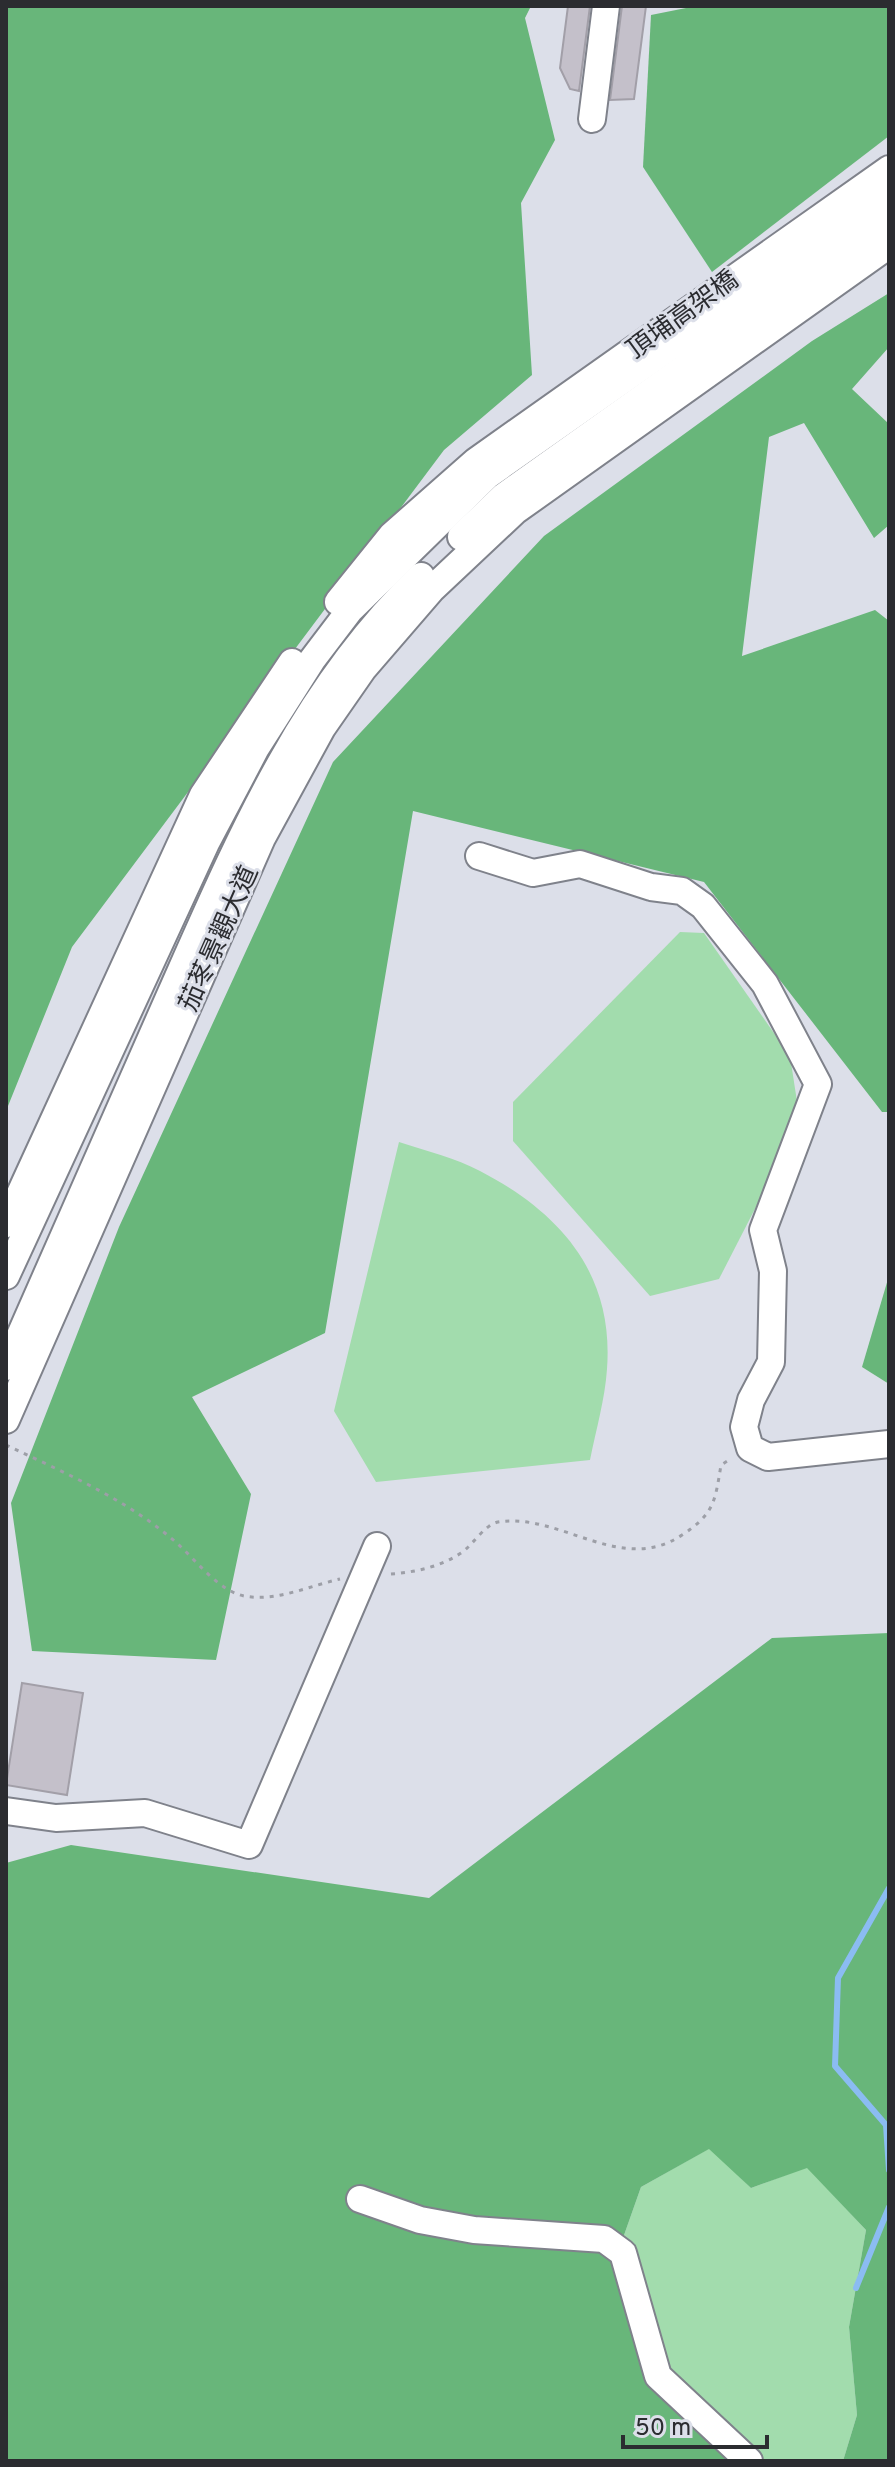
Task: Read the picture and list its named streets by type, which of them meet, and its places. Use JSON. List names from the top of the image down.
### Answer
{
  "streets": {
    "street": ["頂埔高架橋", "茄苳景觀大道"]
  },
  "crossings": [
    ["頂埔高架橋", "茄苳景觀大道"]
  ],
  "scale_bar": "50 m"
}
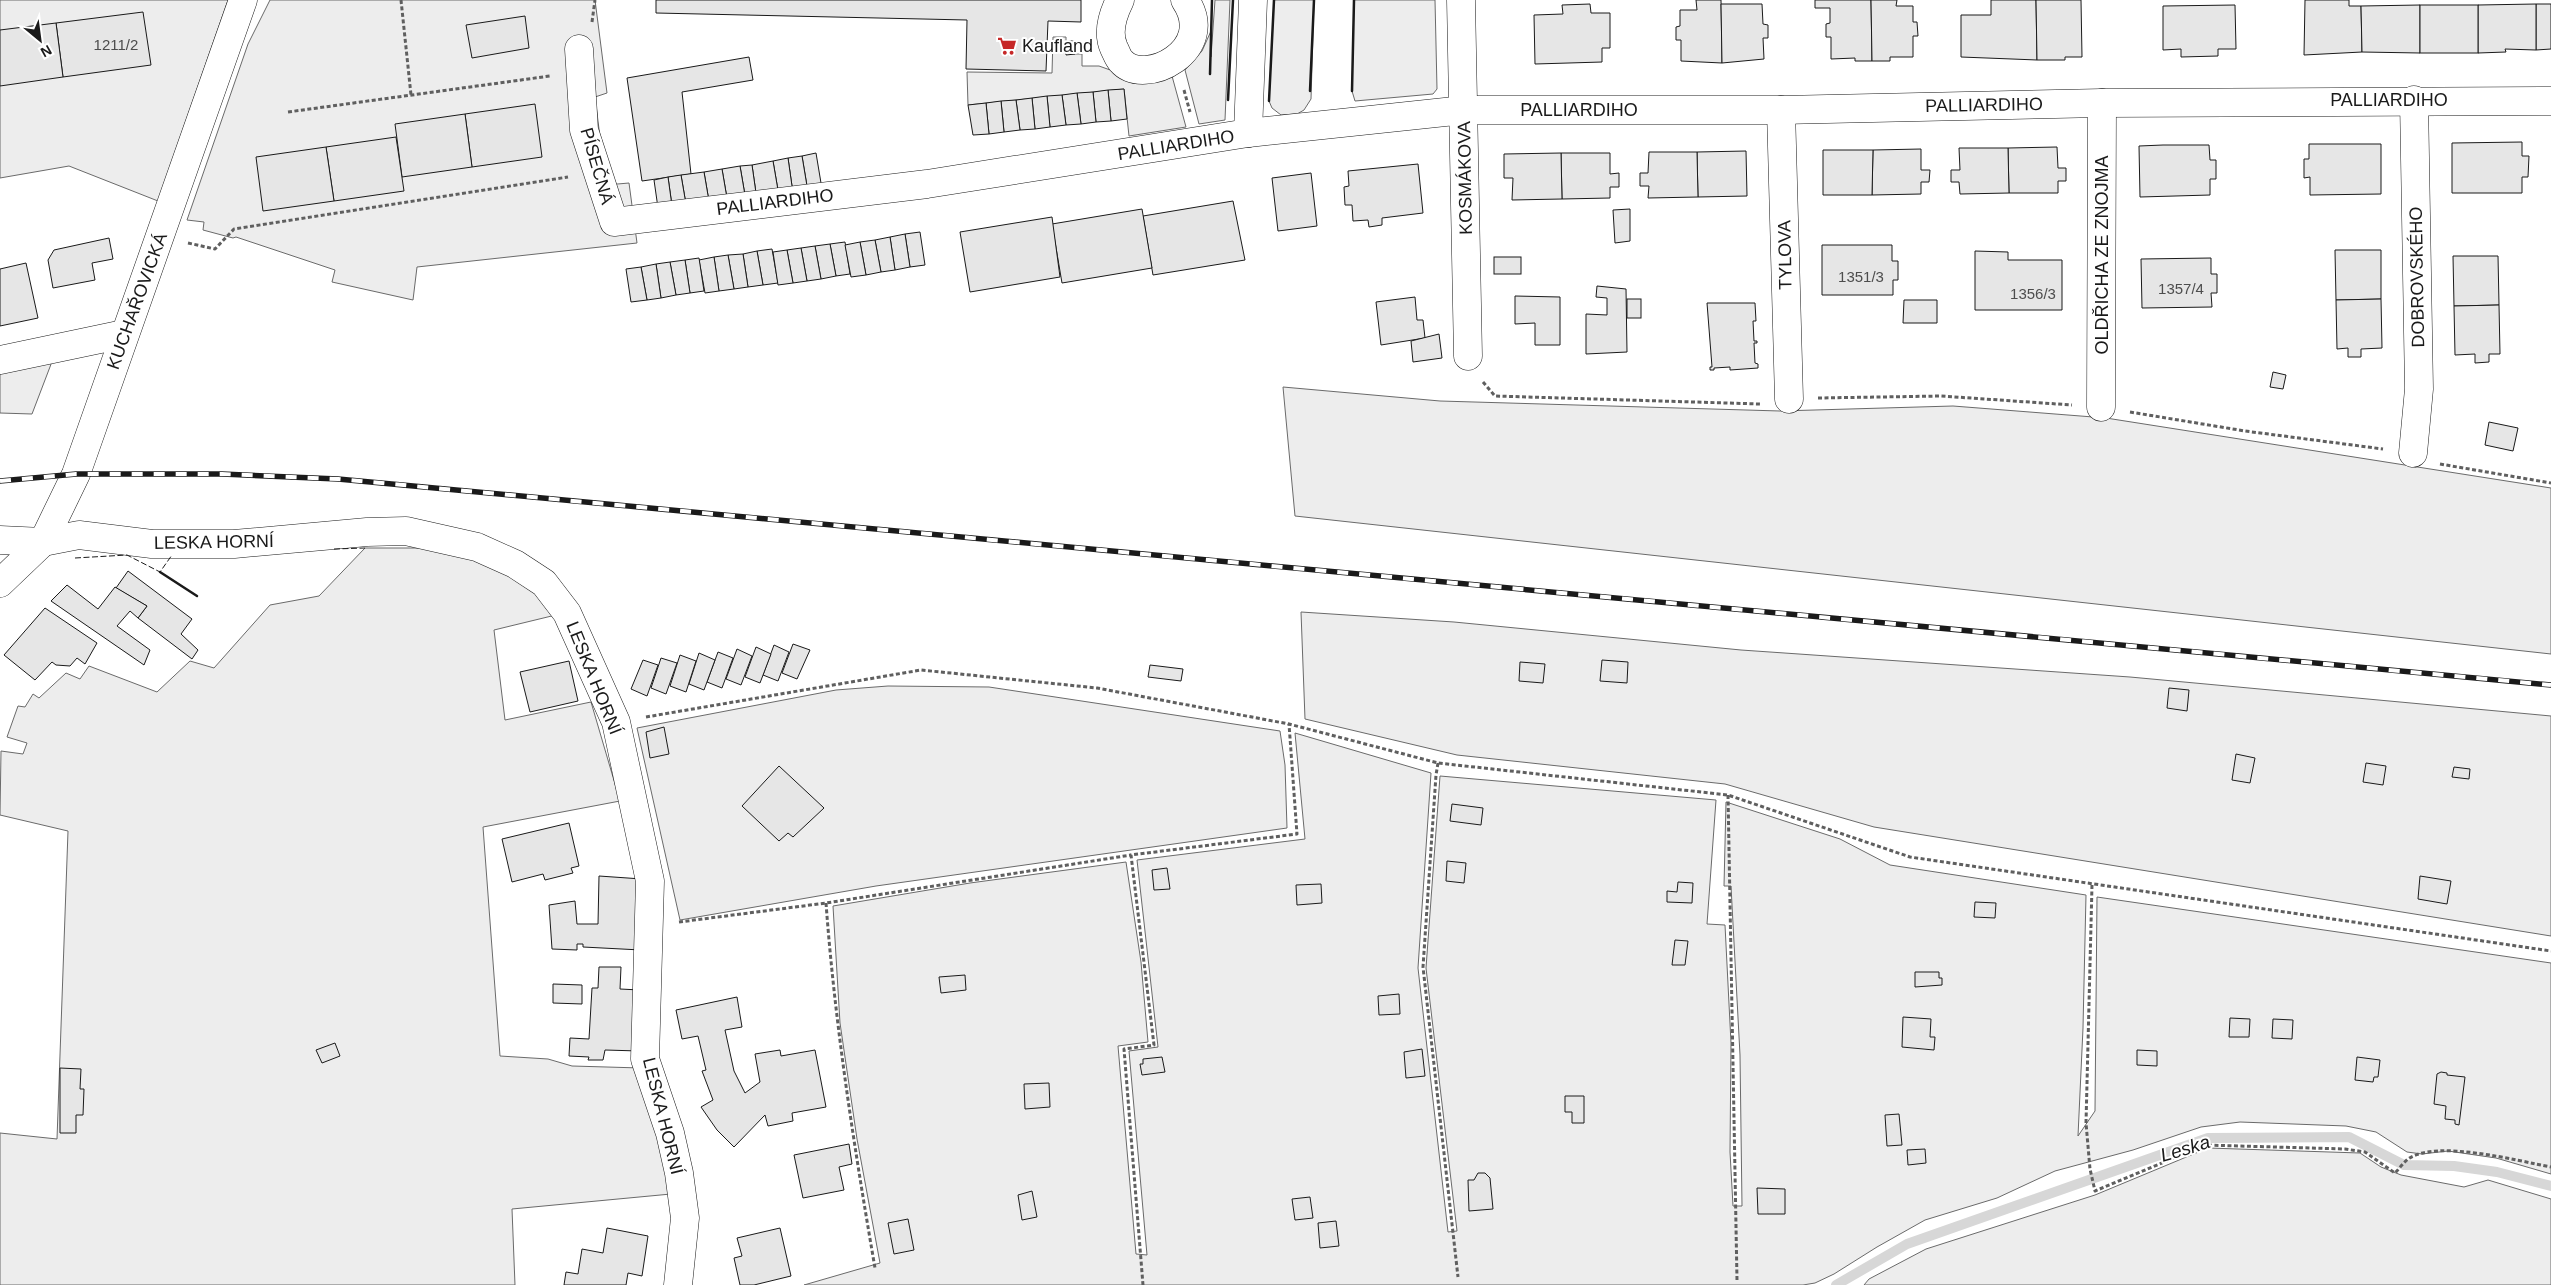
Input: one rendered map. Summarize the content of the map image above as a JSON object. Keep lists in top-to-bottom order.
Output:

━━━━━━━━

# ASSIGNMENT
From first line to last, return the records verbatim without their pictures.

# RESPONSE AREA
Task: Read the picture and list its named streets by type, which of them meet, and its places. Use JSON. List names from the top of the image down.
### Answer
{
  "streets": {
    "street": ["頂埔高架橋", "茄苳景觀大道"]
  },
  "crossings": [
    ["頂埔高架橋", "茄苳景觀大道"]
  ],
  "scale_bar": "50 m"
}
Input: one rendered map. Summarize the content of the map image above as a JSON object. Keep lists in top-to-bottom order.
Output:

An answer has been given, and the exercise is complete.